BをDに貼ったら、まだちゃんと接着しない内に、Bの筒の中に工作用紙を二重に巻いた透明容器を押し込んで、
歪みを補正して正確な円筒形にする。位置が決まったら、はみ出したボンドを竹べらで撫で付けて、接着を強化する。
透明容器を外して中にはみ出したボンドも竹べらで撫で付ける。この作業でボンドの乾きも促進する。
3. のぞき窓側の作成
もう1枚の工作用紙Dを裏返しにして置いて、その上に小さい方のプラ円盤を載せて、鉛筆で縁をなぞって円を描く。
机にカッター台を敷いて(忘れやすいので要注意! )、その上に載せてコンパスカッターで直径3.5cmの円を開ける。
この直径3.5cmの穴がのぞき窓になる。
そこに回折格子フィルムを木工ボンドで貼る。方法は、回折格子フィルムを載せた状態で、フィルムの角をめくり上げ、
と言うよりフィルムの曲がりで勝手にめくれるように置くのが良いが、隙間にボンドを少量出して工作用紙と接着する。
ここでフィルムは4角だけ接着すれば良く、フィルムの窓部分にボンドが付かないようにすることが肝心。
ボンドが多すぎると良くないのはここでも同様。大多数の子どもが全工程で、ボンド過多で接着に苦労する傾向にある。
フィルムを貼ったDに、工作用紙Aの筒を貼りつける。手順はBの時(2.)と同様。
(注意) 注意すべき点は、Aの向きである。AもBも工作用紙の継ぎ目があって、それが段差になって引っかかる原因だ。
すると完成後にその箇所だけ巧く回転しない。引っかからないようにするには2つの段差を上図のように合わせたい。

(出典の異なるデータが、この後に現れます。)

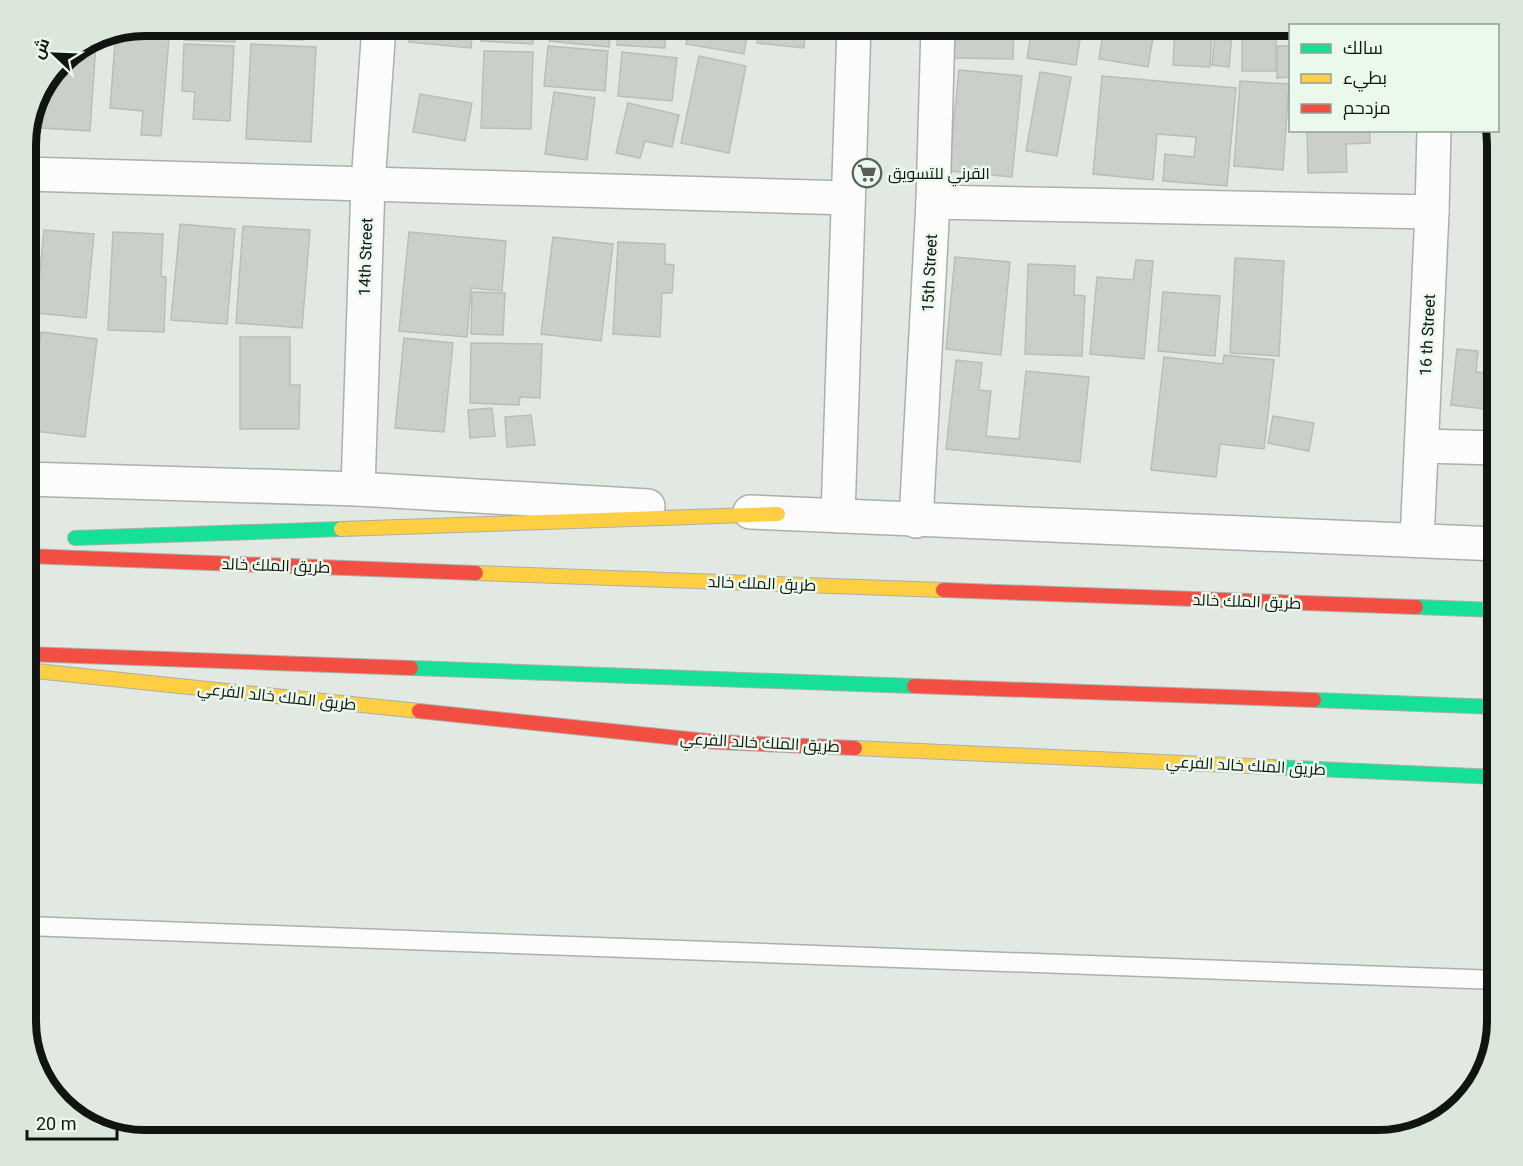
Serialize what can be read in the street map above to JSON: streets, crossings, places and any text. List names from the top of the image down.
{
  "streets": {
    "main road": ["طريق الملك خالد", "طريق الملك خالد الفرعي"],
    "street": ["14th Street", "15th Street", "16 th Street"]
  },
  "places": {
    "supermarket": ["القرني للتسويق"]
  },
  "legend": ["سالك", "بطيء", "مزدحم"],
  "scale_bar": "20 m",
  "north": "top left"
}
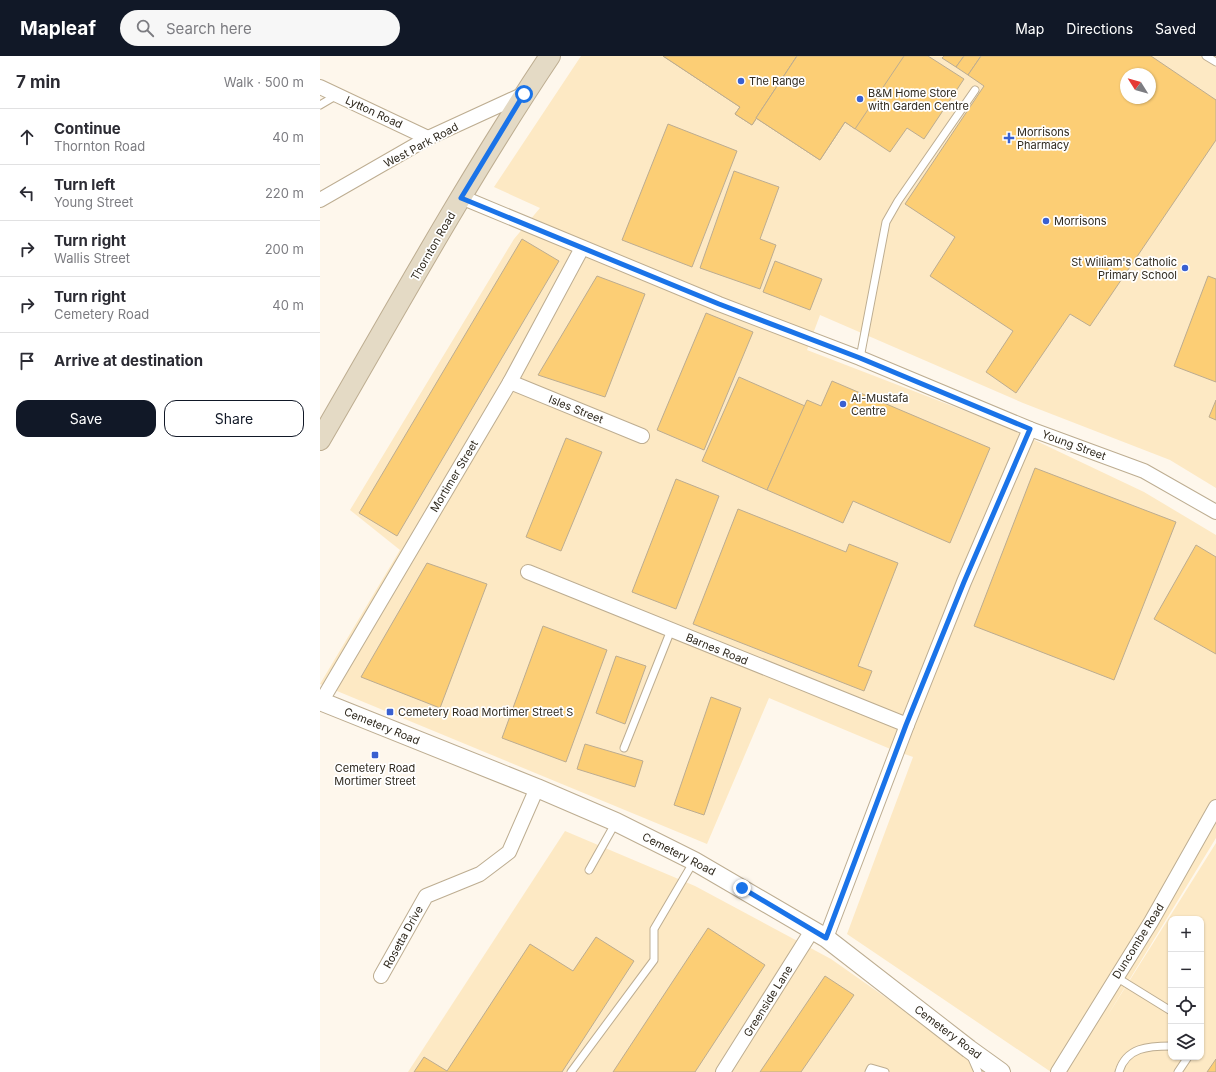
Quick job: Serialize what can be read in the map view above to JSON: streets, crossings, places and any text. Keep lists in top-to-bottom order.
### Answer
{
  "streets": {
    "main road": ["Thornton Road"],
    "street": [
      "Lytton Road",
      "West Park Road",
      "Isles Street",
      "Young Street",
      "Mortimer Street",
      "Barnes Road",
      "Cemetery Road",
      "Rosetta Drive",
      "Duncombe Road",
      "Greenside Lane"
    ]
  },
  "crossings": [
    ["Lytton Road", "West Park Road"],
    ["West Park Road", "Thornton Road"],
    ["Thornton Road", "Young Street"],
    ["Isles Street", "Mortimer Street"],
    ["Young Street", "Mortimer Street"],
    ["Young Street", "Greenside Lane"],
    ["Mortimer Street", "Cemetery Road"],
    ["Barnes Road", "Greenside Lane"],
    ["Cemetery Road", "Rosetta Drive"],
    ["Cemetery Road", "Greenside Lane"]
  ],
  "places": {
    "other": [
      "The Range",
      "B&M Home Store with Garden Centre",
      "Morrisons",
      "St William's Catholic Primary School",
      "Al-Mustafa Centre"
    ],
    "health": ["Morrisons Pharmacy"],
    "transit": ["Cemetery Road Mortimer Street S", "Cemetery Road Mortimer Street"]
  },
  "north": "top left",
  "page": {
    "header": "Mapleaf",
    "search": "Search here",
    "nav": ["Map", "Directions", "Saved"],
    "heading": ["7 min", "Walk · 500 m"],
    "list": [
      ["Continue", "Thornton Road", "40 m"],
      ["Turn left", "Young Street", "220 m"],
      ["Turn right", "Wallis Street", "200 m"],
      ["Turn right", "Cemetery Road", "40 m"],
      "Arrive at destination"
    ],
    "buttons": ["Save", "Share"],
    "map_buttons": ["+", "−"]
  }
}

それには今置いてある状態で見た時に、継ぎ目の重なり方をAと同じようにする。頭の中で動かして見るのが苦手なら、
ボンドをつける前にまず置いてみて、Aと比べてみると良い。
Aを貼ったらひっくり返し、のぞき窓を囲むように工作用紙Cの円筒を貼りつける。Cは正確な円筒でなくても大丈夫だが、
フィルム部分にボンドが付かないように気をつける (この失敗が割と多い! )。
4. 合体、完成
「2.明かり取り側」を下向きに置いてその上に、22cm四方程度(大雑把でOK)のラップを被せ、上から「3.のぞき窓側」を、
ラップごと押し込む。この工程ではラップがくしゃくしゃになってしまい易いので、補助者がラップを広げてあげるのが良い。
(このラップは木工ボンドが乾くまで、余計な箇所が接着しないためのもの。乾いたら外してもOK)

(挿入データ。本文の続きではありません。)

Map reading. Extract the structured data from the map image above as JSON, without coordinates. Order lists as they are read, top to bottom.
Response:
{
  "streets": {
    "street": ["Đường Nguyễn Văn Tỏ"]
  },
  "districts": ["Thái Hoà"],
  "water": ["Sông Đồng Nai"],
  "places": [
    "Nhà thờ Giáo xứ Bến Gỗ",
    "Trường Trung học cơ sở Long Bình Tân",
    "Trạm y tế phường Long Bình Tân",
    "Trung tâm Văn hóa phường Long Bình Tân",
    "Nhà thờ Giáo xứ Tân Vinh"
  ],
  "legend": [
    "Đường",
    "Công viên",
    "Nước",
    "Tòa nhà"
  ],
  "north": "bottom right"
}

完成すると子どもは大喜びで、側面の円筒部分を掴んで勢いよく走り出したりするが、この持ち方は壊してしまう原因だ。
大概の子どもは持ち方を注意してあげても、一瞬で忘れて元に戻ってしまうから難しいけれど。
まだボンドが生乾きで側面から力を加えるとズレてしまう場合があるので、工作用紙Dのはみ出した角をつまむのが良い。
更に上になっている方(普通は接眼側)だけつまみ上げると、下が抜け落ちてしまう。… すると子どもは慌てて元に戻す。
従って下の方の工作用紙Dの角を持ち上げて、下に手を入れて下から支える。これが最善だ。
操作・観察の方法
観察するには散乱光を取り込みたい。眼前に星空が広がるには、光が様々な角度から入ってきている必要があるからだ。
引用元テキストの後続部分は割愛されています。